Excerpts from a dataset
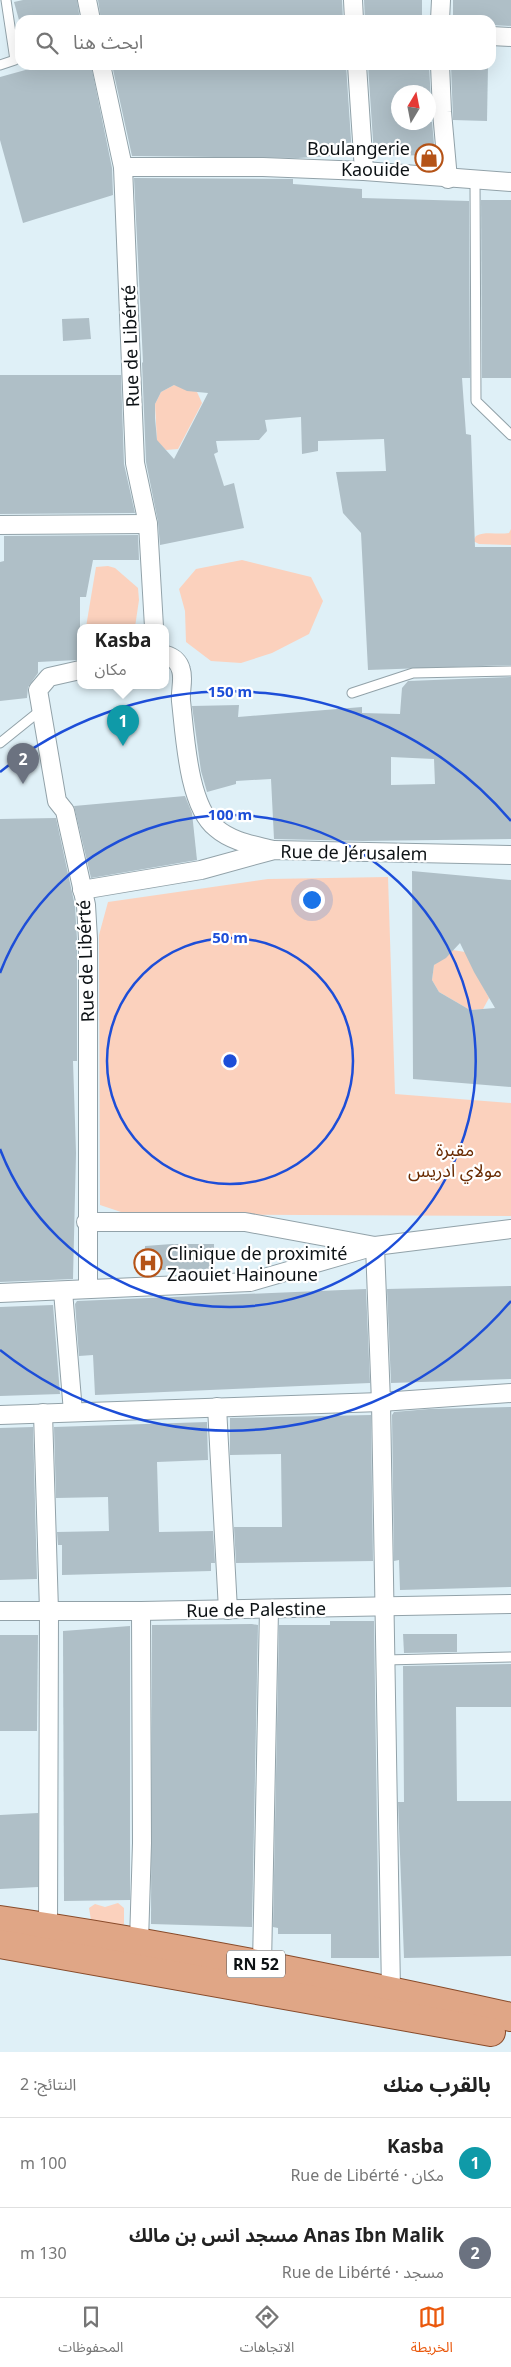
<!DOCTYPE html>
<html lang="ar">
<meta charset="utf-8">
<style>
:root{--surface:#fff;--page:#f2f2f2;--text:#222;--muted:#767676;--line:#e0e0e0;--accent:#ea580c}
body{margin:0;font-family:"Noto Sans","Noto Sans Arabic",sans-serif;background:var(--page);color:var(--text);direction:rtl}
.compass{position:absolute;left:391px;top:85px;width:45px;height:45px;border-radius:50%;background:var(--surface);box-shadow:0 5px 20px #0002;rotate:10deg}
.you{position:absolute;left:311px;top:899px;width:18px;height:18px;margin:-12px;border:4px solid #fff;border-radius:50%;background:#1a73e8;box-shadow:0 0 0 8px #1a73e833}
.badge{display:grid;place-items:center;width:32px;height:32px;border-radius:50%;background:var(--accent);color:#fff;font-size:16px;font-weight:700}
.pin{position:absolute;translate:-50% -41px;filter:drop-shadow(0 1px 2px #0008)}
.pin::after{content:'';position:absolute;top:26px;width:18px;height:15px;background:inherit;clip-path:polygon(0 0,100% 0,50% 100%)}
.popup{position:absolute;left:77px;top:624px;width:92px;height:65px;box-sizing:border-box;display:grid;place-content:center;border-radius:10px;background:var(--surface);filter:drop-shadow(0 1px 4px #0005);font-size:16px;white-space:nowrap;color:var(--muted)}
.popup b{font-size:19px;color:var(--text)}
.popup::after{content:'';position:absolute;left:50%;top:100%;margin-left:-10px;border:10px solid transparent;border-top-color:var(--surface)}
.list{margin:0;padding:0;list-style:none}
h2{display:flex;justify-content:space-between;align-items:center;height:65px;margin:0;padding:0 20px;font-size:21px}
h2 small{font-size:16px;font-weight:400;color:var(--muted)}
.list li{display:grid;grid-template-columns:32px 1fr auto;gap:15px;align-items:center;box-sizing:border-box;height:90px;padding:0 20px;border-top:1px solid var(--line)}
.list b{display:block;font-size:19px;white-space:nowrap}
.list p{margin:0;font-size:16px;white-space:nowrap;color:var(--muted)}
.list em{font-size:16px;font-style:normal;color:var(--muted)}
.icon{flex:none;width:28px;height:28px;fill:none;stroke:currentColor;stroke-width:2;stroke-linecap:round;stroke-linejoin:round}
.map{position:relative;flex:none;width:511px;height:2052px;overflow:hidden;direction:ltr}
.search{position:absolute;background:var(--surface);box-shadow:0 5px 20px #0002;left:15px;right:15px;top:15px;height:55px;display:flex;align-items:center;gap:12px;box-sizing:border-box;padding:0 18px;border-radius:15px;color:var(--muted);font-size:19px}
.sheet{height:245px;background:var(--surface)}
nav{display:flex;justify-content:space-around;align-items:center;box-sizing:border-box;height:70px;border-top:1px solid var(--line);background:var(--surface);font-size:14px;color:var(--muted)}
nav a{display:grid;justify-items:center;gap:2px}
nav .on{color:var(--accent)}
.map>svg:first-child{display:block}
</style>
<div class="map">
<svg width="511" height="2052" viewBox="0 0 511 2052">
<rect width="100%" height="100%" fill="#dff0f7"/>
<!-- green -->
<g fill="#fbd1bd">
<polygon points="174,385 197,392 202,403 178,449 166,450 157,441 155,404 161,392"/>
<path d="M511 529V545L479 544 473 541 476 536C486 531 497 535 509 533Z"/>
<polygon points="242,560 311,577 323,601 309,634 272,653 241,663 211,661 186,642 185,611 179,589 196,569"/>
<polygon points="108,566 115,568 138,588 139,600 135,627 86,627 96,567"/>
<polygon points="388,877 395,1094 511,1103 511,1216 127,1214 100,1205 99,935 108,902 268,879"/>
<polygon points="453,950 465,952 489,998 483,1009 470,1010 439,992 432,980 434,965"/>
<polygon points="118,1903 124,1908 124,1924 111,1933 91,1920 89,1908 95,1904 105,1907"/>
</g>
<!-- building -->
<g fill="#afbfc7" fill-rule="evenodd">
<polygon points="23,0 77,0 80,20 19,20 14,2"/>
<polygon points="98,0 342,0 343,20 101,20"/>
<polygon points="364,0 422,0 422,20 365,20"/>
<polygon points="453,0 511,0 511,26 491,25 491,20 453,20"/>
<polygon points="28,65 91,65 112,168 113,195 23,223 0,140 0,77 29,69"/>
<polygon points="112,65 346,65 352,155 298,158 132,156"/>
<polygon points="368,65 429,65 432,120 428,120 428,92 398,92 398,122 432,122 435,155 374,156"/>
<polygon points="451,65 488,65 487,121 453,120"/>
<path d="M134 178 293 179V184L362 189V198L469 201 470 378H462L466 434 471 435 475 547H511V665L368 670 361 533 343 513 336 472 386 471 384 439 318 441V451L302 454 301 417 265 420 267 431 259 440 216 441 218 452 214 454 224 486 234 483 244 528 160 545 158 522 146 462 142 363 143 362ZM174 385 187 391 208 393 174 459 157 440 155 418V404L161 392Z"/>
<polygon points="481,200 511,200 511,378 482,378"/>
<polygon points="89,318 91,339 63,341 62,319"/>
<polygon points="0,375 121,375 124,464 135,513 0,514"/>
<polygon points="138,535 139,560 93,560 86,597 80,597 80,640 77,639 77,660 38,662 38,673 28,687 27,698 0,701 0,562 4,561 4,536"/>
<path d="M511 677V839L363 841 274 839 271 779 236 781V784L207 792 201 771 192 706 239 705 238 717 362 707V713L400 714 402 688 408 681ZM391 757 434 759 435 784 391 785Z"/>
<polygon points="185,796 192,813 197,860 91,878 74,806"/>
<polygon points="56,818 75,906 77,939 77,1061 73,1061 76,1153 73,1279 0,1282 0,819"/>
<path d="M412 871 511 880V1087L413 1079ZM460 943 474 972 495 1008 470 1010 439 992 432 980 434 965 446 958Z"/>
<polygon points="172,1244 214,1244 214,1269 158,1270 158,1273 138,1274 137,1252 145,1252 145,1246"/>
<polygon points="511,1286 511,1379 391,1383 387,1289"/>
<polygon points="366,1289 370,1383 95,1395 93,1355 79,1356 75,1304 77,1301"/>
<polygon points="53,1305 60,1394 0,1396 0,1307"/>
<polygon points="511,1407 511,1587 400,1590 399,1560 394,1561 392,1415 394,1412 429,1409"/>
<polygon points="371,1415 373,1561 236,1563 234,1527 282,1527 281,1454 230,1455 230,1418"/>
<polygon points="207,1422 208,1460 157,1462 159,1532 213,1531 215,1563 211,1563 211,1571 62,1575 62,1545 58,1545 57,1532 109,1531 108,1497 56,1498 54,1427"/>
<polygon points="33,1427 37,1579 0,1580 0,1428"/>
<polygon points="330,1621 374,1621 379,1958 331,1958 331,1934 278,1934 278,1928 273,1927 279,1625 330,1625"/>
<polygon points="252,1624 258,1625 252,1927 151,1924 152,1625"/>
<polygon points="130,1626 130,1900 64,1901 63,1631"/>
<polygon points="403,1634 457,1634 457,1652 404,1653"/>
<polygon points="0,1635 38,1635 37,1731 0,1731"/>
<polygon points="511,1664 511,1707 456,1707 457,1801 511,1801 511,1956 404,1958 398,1802 404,1802 403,1666"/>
<polygon points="38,1813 38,1887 0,1889 0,1815"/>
</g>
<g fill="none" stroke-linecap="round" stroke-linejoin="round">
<!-- lane casing -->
<g stroke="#92a2a9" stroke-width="11">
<g id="lane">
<polyline points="0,65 15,60 6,0"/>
<polyline points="475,180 476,401 511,435"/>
<polyline points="352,693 413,673 511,671"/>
<polyline points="0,743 41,710"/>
<polyline points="385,1660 511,1657"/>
</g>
</g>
<!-- street casing -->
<g stroke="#92a2a9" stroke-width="20">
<g id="street">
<polyline points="87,0 91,20"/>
<polyline points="353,0 354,20"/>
<polyline points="440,20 441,0"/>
<polyline points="491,36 511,37"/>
<polyline points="101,65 123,167 135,463 148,524 154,627"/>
<polyline points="357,65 364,171"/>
<polyline points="440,65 442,112 448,179"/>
<polyline points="123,167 263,167 364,171 511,182"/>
<polyline points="0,525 148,524"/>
<path d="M166 655C173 657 179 662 181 670 184 679 180 691 181 701 185 735 188 806 216 828 232 842 254 845 273 850"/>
<polyline points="80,670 49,677 38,690 57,801 65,811 86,905 88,939 88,1288"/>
<polyline points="82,890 201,870 274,850 511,855"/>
<polyline points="86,1222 245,1222 375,1246 381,1402 391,1991"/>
<polyline points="63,1291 73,1412"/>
<polyline points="0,1293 250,1282 375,1246 511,1229"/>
<polyline points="217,1407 228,1610"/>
<polyline points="43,1413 49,1611 48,1927"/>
<polyline points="0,1415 381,1402 511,1393"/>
<polyline points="0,1611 141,1611 511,1604"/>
<polyline points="139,1942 142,1843 141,1611"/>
<polyline points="262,1965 269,1609"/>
</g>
</g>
<!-- primary casing -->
<g stroke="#894b2a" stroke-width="30">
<g id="primary">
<path d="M0 1920C172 1945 342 1980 511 2017"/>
<polyline points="0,1944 491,2032"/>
</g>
</g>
<!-- lane -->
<use href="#lane" stroke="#fff" stroke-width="9"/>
<!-- street -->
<use href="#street" stroke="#fff" stroke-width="18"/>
<!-- primary -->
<use href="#primary" stroke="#e0a686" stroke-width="28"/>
</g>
<!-- distance rings -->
<g fill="none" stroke="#1d4ed8" stroke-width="2.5">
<circle cx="230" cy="1061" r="123"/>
<path d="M0 973A246 246 0 1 1 0 1149"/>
<path d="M511 1301A369 369 0 0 1 0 1350M0 772A369 369 0 0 1 511 821"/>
</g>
<!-- icons -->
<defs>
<g id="shop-ring" transform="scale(1.4375)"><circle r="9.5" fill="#fff" stroke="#b55317" stroke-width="1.5"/><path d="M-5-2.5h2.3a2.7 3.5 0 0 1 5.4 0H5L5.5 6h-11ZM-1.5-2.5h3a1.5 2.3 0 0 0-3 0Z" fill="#b55317"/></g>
<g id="hospital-ring" transform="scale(1.4375)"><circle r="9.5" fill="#fff" stroke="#b55317" stroke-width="1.5"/><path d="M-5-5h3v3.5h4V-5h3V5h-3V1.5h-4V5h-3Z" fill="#b55317"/></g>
</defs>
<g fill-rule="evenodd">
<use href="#shop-ring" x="429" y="158"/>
<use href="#hospital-ring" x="148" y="1263"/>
</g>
<g text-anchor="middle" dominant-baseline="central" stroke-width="4.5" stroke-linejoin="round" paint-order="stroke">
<!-- shield labels -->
<rect fill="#fff" stroke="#56595b" stroke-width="1" x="227" y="1950.5" width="58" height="27" rx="4"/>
<g font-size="16" font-weight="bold" fill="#0d1215">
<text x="256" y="1964">RN 52</text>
</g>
<!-- poi labels -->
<g font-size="18" fill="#0d1215" stroke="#fff" text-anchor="end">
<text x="410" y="148">Boulangerie<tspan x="410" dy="21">Kaouide</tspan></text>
<text x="167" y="1253" text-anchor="start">Clinique de proximité<tspan x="167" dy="21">Zaouiet Hainoune</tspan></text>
</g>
<!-- street labels -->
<g font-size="18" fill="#0d1215" stroke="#fff">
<text transform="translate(130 346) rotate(-92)">Rue de Libérté</text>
<text transform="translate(354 852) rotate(1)">Rue de Jérusalem</text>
<text transform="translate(85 961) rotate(-92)">Rue de Libérté</text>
<text transform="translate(256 1609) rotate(-1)">Rue de Palestine</text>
</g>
<!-- park labels -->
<g font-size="18" fill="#692b02" stroke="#fff">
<text x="455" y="1149">مقبرة<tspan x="455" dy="21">مولاي ادريس</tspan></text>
</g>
</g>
<circle cx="230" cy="1061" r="8" fill="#1d4ed8" stroke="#fff" stroke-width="2.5"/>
<g font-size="15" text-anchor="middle" font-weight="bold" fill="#1d4ed8" stroke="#fff" stroke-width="4.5" stroke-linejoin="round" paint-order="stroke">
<text x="230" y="697">150 m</text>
<text x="230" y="820">100 m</text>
<text x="230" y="943">50 m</text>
</g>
</svg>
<svg class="compass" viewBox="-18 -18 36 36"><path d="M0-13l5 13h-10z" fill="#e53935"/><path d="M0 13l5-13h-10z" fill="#767676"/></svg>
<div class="you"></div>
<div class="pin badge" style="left:123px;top:746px;background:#0f9aa8">1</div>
<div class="popup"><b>Kasba</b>مكان</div>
<div class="pin badge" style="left:23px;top:784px;background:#6b7280">2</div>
<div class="search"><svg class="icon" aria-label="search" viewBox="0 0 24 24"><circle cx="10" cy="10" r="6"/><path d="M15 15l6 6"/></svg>ابحث هنا</div>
</div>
<section class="sheet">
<h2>بالقرب منك<small>النتائج: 2</small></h2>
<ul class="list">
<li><span class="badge" style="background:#0f9aa8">1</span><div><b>Kasba</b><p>مكان · Rue de Libérté</p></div><em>100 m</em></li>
<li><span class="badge" style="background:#6b7280">2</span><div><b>Anas Ibn Malik مسجد انس بن مالك</b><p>مسجد · Rue de Libérté</p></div><em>130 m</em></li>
</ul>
</section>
<nav>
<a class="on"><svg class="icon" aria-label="map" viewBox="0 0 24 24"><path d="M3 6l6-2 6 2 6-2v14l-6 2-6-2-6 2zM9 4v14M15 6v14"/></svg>الخريطة</a>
<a><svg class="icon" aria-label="directions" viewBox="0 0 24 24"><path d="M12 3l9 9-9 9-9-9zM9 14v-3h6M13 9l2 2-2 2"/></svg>الاتجاهات</a>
<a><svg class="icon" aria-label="saved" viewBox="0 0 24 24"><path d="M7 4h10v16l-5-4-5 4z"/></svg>المحفوظات</a>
</nav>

→ **Task objective**
The lines above may hold the string "list". Say how many do, and give only that number.

→ **Answer to this problem**
6